Tiews (Germany) Update – September 2022

News from the Tiews Family

Sharing the Gospel in Germany

Latest posts from on 09/26/2022

The Good Samaritan in Hamburg

By Rev. Tiews on 11/09/22

Today’s Gospel lesson is the parable of “The Good Samaritan” in Luke 10. Yesterday I sat down with an Iranian liturgical assistant to go over the service with him. “What is a ‘Samaritan’?” he asked. I replied that Samaritans were unfairly considered among the lowest people in Jewish society because they were descendants of Israelites who had intermarried with unbelieving Gentiles centuries earlier. There was a blank expression on his face. “What Jesus means in this parable,” I concluded, “is that while the people who should have helped the wounded traveler looked away, it was the most unlikely person—an outsider who was looked down upon—who stooped down and rescued the traveler.” “Hmm,” he murmured. Having finished our work, I asked him how he got to Germany. He replied that he had walked most of the way—a journey of over 3,000 miles that took him 1 1/2 years. He became a Christian on the way, having heard the Gospel in a Turkish refugee camp, of all places. But one of his lowest points since leaving Iran was being homeless right here in Germany several winters ago. It was freezing cold, and he was crouched down on the sidewalk—shivering. Many people walked by, ignoring him.

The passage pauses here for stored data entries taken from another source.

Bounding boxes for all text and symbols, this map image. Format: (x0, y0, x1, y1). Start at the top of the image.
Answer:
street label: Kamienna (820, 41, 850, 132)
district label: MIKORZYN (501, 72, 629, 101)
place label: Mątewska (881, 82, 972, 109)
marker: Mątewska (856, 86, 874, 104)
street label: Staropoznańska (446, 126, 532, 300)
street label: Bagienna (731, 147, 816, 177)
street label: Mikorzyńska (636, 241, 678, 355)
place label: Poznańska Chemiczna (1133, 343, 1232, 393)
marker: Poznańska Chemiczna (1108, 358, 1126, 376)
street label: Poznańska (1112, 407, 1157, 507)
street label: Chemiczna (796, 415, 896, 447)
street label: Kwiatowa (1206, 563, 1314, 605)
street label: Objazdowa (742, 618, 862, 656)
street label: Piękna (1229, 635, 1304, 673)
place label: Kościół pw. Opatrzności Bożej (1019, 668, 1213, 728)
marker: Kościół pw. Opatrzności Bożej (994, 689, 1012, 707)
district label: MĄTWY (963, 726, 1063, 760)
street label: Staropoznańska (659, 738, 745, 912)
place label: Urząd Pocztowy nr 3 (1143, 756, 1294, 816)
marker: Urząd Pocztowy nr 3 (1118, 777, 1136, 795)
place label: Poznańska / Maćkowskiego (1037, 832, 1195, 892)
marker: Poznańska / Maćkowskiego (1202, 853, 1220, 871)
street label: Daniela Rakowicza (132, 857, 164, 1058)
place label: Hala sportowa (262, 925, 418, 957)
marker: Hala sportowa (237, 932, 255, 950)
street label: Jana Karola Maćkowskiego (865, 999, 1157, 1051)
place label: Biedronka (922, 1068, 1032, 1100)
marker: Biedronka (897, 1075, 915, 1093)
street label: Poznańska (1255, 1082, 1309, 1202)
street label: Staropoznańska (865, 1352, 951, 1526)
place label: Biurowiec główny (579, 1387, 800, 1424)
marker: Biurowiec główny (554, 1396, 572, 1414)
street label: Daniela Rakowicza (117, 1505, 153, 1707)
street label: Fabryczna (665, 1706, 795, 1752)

After a long while, one man stopped and asked him whether he had any place to stay. My friend replied that he did not. The man said, “Come with me. I’ll take you in until this cold snap is over.” The stranger made room for my friend on his couch, gave him hot tea, and wrapped him in blankets. My friend became emotional as he recalled the kindness of this stranger—a fellow Iranian and Muslim. “That man was your Good Samaritan,” I offered. “Here we are, in a Christian country. Many people walked by. But it was the most unlikely person—a migrant himself—who rescued you.” With tears running down his face, he nodded: “Now I understand what the parable is saying. And Jesus is *our* Good Samaritan because we are all travelers—wounded by our sins. Yet He rescued us—on the cross.”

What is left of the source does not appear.